-- Exercise --
Go over each line of the entries below, count those with "SourceGraphic", and give only the count.

Saved entries
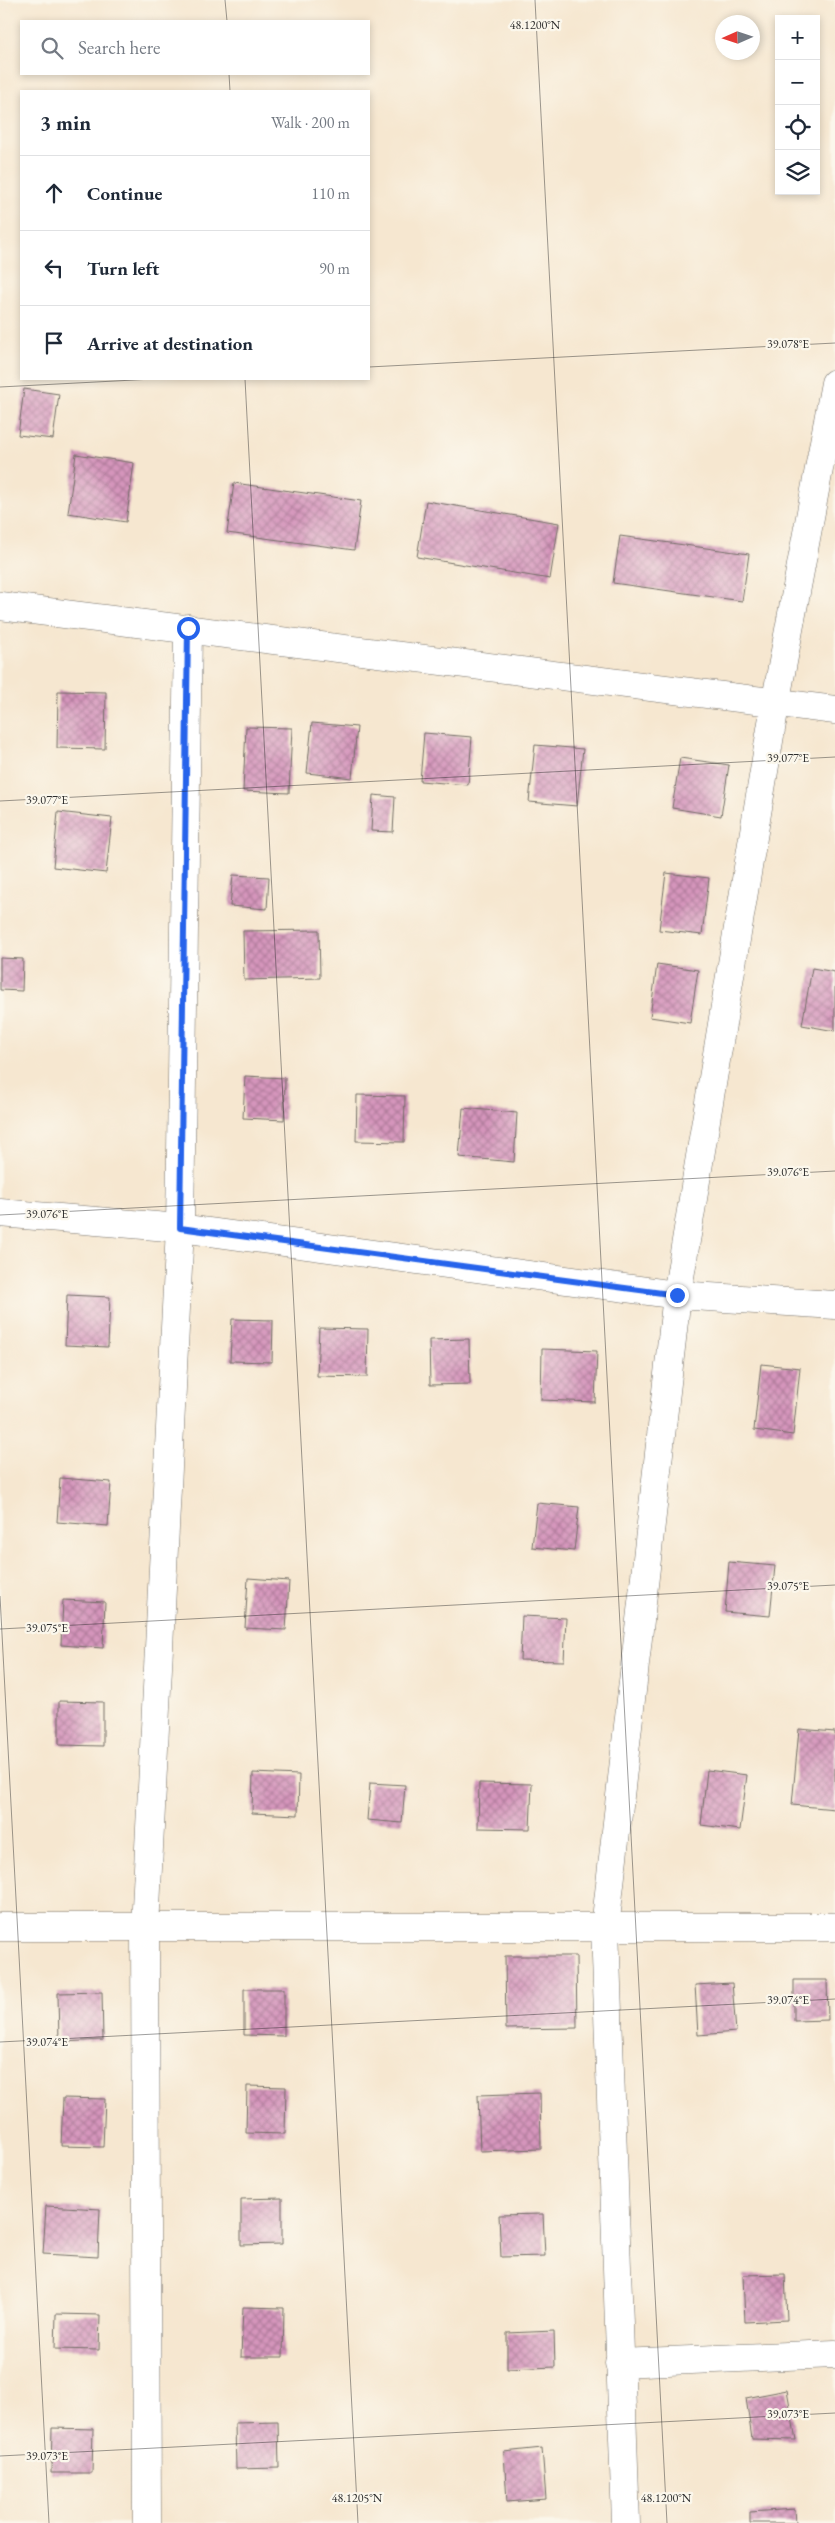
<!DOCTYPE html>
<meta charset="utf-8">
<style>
:root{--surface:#fff;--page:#f2f2f3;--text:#1f2937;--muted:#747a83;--line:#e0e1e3}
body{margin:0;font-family:"EB Garamond",serif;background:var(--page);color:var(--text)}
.controls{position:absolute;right:15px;top:15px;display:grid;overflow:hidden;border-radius:0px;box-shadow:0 2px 8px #0003}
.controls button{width:45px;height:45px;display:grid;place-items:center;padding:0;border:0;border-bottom:1px solid var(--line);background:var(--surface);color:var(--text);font:25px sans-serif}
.compass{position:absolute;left:715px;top:15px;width:45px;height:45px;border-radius:50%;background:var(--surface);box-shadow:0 2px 8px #0003;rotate:267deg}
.stop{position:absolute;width:15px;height:15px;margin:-11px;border:4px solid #2563eb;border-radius:50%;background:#fff}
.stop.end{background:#2563eb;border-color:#fff;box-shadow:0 1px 5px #0008}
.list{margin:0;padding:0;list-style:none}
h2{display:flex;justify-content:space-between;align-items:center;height:65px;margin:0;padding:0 20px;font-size:21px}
h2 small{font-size:16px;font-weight:400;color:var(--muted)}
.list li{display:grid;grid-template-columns:32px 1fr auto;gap:15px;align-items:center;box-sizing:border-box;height:75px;padding:0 20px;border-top:1px solid var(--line)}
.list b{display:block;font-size:19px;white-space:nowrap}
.list em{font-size:16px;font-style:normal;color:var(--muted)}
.icon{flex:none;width:28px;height:28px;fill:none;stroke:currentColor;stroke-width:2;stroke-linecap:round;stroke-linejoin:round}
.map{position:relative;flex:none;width:835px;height:2523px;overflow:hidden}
.search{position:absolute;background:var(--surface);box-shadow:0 2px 8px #0003;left:20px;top:20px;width:350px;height:55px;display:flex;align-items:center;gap:12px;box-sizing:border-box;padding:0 18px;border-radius:0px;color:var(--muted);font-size:19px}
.panel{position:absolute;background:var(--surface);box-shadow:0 2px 8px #0003;left:20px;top:90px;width:350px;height:290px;border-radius:0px}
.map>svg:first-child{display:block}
.building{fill:url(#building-cross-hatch)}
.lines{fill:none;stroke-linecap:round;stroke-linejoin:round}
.minor-casing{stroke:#726d65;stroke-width:29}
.minor{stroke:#fff;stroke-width:28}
.route{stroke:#2563eb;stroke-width:6}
.ticks{fill:none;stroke:#2b2b2b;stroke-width:1;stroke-opacity:0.45}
.ticks-label{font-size:12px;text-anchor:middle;fill:#2b2b2b;stroke:#fbf7ec;stroke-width:4.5;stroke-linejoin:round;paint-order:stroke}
</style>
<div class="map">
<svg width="835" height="2523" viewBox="0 0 835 2523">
<defs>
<pattern id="building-cross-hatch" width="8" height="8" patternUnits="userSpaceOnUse" patternTransform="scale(1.25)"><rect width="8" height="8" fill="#d595bc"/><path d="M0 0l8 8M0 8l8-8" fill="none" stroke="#ad7a99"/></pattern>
</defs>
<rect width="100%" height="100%" fill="#fbf7ec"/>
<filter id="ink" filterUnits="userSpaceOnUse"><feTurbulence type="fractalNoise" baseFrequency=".02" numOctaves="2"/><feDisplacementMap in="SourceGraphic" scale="10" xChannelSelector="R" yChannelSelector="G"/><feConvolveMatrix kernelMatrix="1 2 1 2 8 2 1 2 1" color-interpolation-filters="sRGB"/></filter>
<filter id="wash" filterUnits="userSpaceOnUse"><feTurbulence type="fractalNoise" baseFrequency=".0096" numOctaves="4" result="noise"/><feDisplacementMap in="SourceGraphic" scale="20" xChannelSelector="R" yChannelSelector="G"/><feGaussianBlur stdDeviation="1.12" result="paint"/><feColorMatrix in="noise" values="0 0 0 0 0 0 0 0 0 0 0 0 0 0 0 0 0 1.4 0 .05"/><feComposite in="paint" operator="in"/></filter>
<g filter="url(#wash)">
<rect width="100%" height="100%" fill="#f6e7d0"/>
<g id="blocks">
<g class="building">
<polygon points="24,389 59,394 53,439 18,435"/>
<polygon points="76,454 134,463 126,522 68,513"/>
<polygon points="234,483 361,501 354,550 227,533"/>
<polygon points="426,501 559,523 550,579 417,557"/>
<polygon points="620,536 749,554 742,601 613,583"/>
<polygon points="58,691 106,692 105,749 57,748"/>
<polygon points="312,723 357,727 352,778 307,773"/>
<polygon points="246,727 292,728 289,793 243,791"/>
<polygon points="424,733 472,737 468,785 420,781"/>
<polygon points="535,745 583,749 577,806 529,802"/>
<polygon points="680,758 729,765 721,816 672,808"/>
<polygon points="373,795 395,797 393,832 371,831"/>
<polygon points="58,812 112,818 106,873 53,867"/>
<polygon points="666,873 709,878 702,935 659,930"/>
<polygon points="233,875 269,877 267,909 230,906"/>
<polygon points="319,930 320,978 244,980 243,931"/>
<polygon points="0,958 23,959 22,991 0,990"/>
<polygon points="657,964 698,970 690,1023 650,1017"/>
<polygon points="812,968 835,972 835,1031 802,1025"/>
<polygon points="245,1076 285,1078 284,1120 243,1118"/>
<polygon points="357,1095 405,1096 404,1142 356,1141"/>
<polygon points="463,1108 517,1113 514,1162 459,1157"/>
<polygon points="67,1295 110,1297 108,1347 65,1345"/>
<polygon points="232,1319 273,1320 272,1362 230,1361"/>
<polygon points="319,1328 368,1329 367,1377 317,1376"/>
<polygon points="469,1339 470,1384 430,1385 429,1340"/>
<polygon points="542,1349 597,1351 595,1402 541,1400"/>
<polygon points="761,1364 800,1368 793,1435 754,1430"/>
<polygon points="60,1478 111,1482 108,1526 57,1522"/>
<polygon points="537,1503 579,1507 574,1551 532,1547"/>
<polygon points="729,1562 775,1566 770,1616 725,1612"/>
<polygon points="248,1578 289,1581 286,1630 245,1628"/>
<polygon points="63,1600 105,1602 103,1648 61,1645"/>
<polygon points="522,1616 566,1618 564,1661 520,1660"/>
<polygon points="59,1701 103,1702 103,1746 59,1745"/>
<polygon points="799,1729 835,1732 835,1809 792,1805"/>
<polygon points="707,1770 747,1775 740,1830 701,1825"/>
<polygon points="253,1773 299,1775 298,1815 252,1813"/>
<polygon points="370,1783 405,1785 402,1823 367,1820"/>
<polygon points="479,1783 532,1784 530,1829 478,1828"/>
<polygon points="505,1956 576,1956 577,2028 506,2029"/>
<polygon points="794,1980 827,1980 828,2020 794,2021"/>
<polygon points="732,1983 736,2032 698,2035 695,1985"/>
<polygon points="244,1989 284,1989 284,2036 244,2035"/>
<polygon points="102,1992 103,2040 59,2042 58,1993"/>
<polygon points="247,2086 286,2087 285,2134 246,2133"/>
<polygon points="540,2093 541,2149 480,2151 478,2095"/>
<polygon points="63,2098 105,2099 103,2147 61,2146"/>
<polygon points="282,2198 282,2244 241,2245 241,2199"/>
<polygon points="46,2206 100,2209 98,2257 43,2254"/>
<polygon points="543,2214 545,2256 501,2257 499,2215"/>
<polygon points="785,2274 787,2320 745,2322 743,2275"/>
<polygon points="243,2307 284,2308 283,2357 241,2357"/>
<polygon points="56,2314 100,2315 99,2350 55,2349"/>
<polygon points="554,2331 555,2367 507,2369 507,2333"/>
<polygon points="787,2390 796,2440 752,2439 746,2398"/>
<polygon points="278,2422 279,2468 236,2469 235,2423"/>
<polygon points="52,2428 93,2429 92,2473 51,2473"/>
<polygon points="542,2448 546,2499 507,2502 504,2452"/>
<polygon points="795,2509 796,2523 750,2523 750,2512"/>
</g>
</g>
</g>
<g filter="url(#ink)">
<use href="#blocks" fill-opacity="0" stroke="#726d65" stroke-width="1"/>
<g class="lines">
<g class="minor-casing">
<g id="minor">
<polyline points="0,606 835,710"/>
<polyline points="0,1213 180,1228 677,1295 835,1305"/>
<polyline points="0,1927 835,1927"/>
<polyline points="619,2363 835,2354"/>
<polyline points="147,2523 145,1928 180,1228 188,628"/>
<polyline points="626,2523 605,1928 677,1295 775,705 835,383"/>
</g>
</g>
<use href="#minor" class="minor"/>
</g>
</g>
<g class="lines" filter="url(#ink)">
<polyline class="route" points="188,628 180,1228 677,1295"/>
</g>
<path class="ticks" d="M225,0L227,21M535,0L667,2523M229,74L230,91M369,367L835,343M245,379L358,2523M0,387L153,379M0,801L835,757M0,1215L835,1171M0,1596L49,2523M0,1629L835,1585M0,2042L835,1999M0,2456L835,2413"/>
<g class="ticks-label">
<text x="535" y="29">48.1200°N</text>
<text x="788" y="348">39.078°E</text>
<text x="788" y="762">39.077°E</text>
<text x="47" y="804">39.077°E</text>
<text x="788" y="1176">39.076°E</text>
<text x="47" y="1218">39.076°E</text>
<text x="788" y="1590">39.075°E</text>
<text x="47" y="1632">39.075°E</text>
<text x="788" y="2004">39.074°E</text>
<text x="47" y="2046">39.074°E</text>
<text x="788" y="2418">39.073°E</text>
<text x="47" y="2460">39.073°E</text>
<text x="357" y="2502">48.1205°N</text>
<text x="666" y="2502">48.1200°N</text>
</g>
</svg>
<div class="controls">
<button>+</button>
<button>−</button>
<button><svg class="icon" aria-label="locate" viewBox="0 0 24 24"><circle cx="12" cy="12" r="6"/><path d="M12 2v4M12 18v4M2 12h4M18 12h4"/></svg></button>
<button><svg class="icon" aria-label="layers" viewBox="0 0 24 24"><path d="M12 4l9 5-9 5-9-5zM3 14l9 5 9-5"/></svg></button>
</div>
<svg class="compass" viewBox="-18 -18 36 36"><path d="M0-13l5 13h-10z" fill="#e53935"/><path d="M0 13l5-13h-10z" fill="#747a83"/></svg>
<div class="stop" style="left:188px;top:628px"></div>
<div class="stop end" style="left:677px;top:1295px"></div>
<div class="search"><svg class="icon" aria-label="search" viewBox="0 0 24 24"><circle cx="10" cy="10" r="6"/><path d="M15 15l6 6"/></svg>Search here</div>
<section class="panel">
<h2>3 min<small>Walk · 200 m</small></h2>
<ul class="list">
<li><svg class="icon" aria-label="ahead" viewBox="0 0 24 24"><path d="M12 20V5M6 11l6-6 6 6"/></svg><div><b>Continue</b></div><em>110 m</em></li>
<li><svg class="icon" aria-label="left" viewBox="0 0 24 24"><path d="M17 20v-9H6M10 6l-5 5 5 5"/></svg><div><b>Turn left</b></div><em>90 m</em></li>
<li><svg class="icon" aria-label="arrive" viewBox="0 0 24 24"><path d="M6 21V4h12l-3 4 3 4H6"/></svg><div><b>Arrive at destination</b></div></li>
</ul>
</section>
</div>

-- Answer section --
2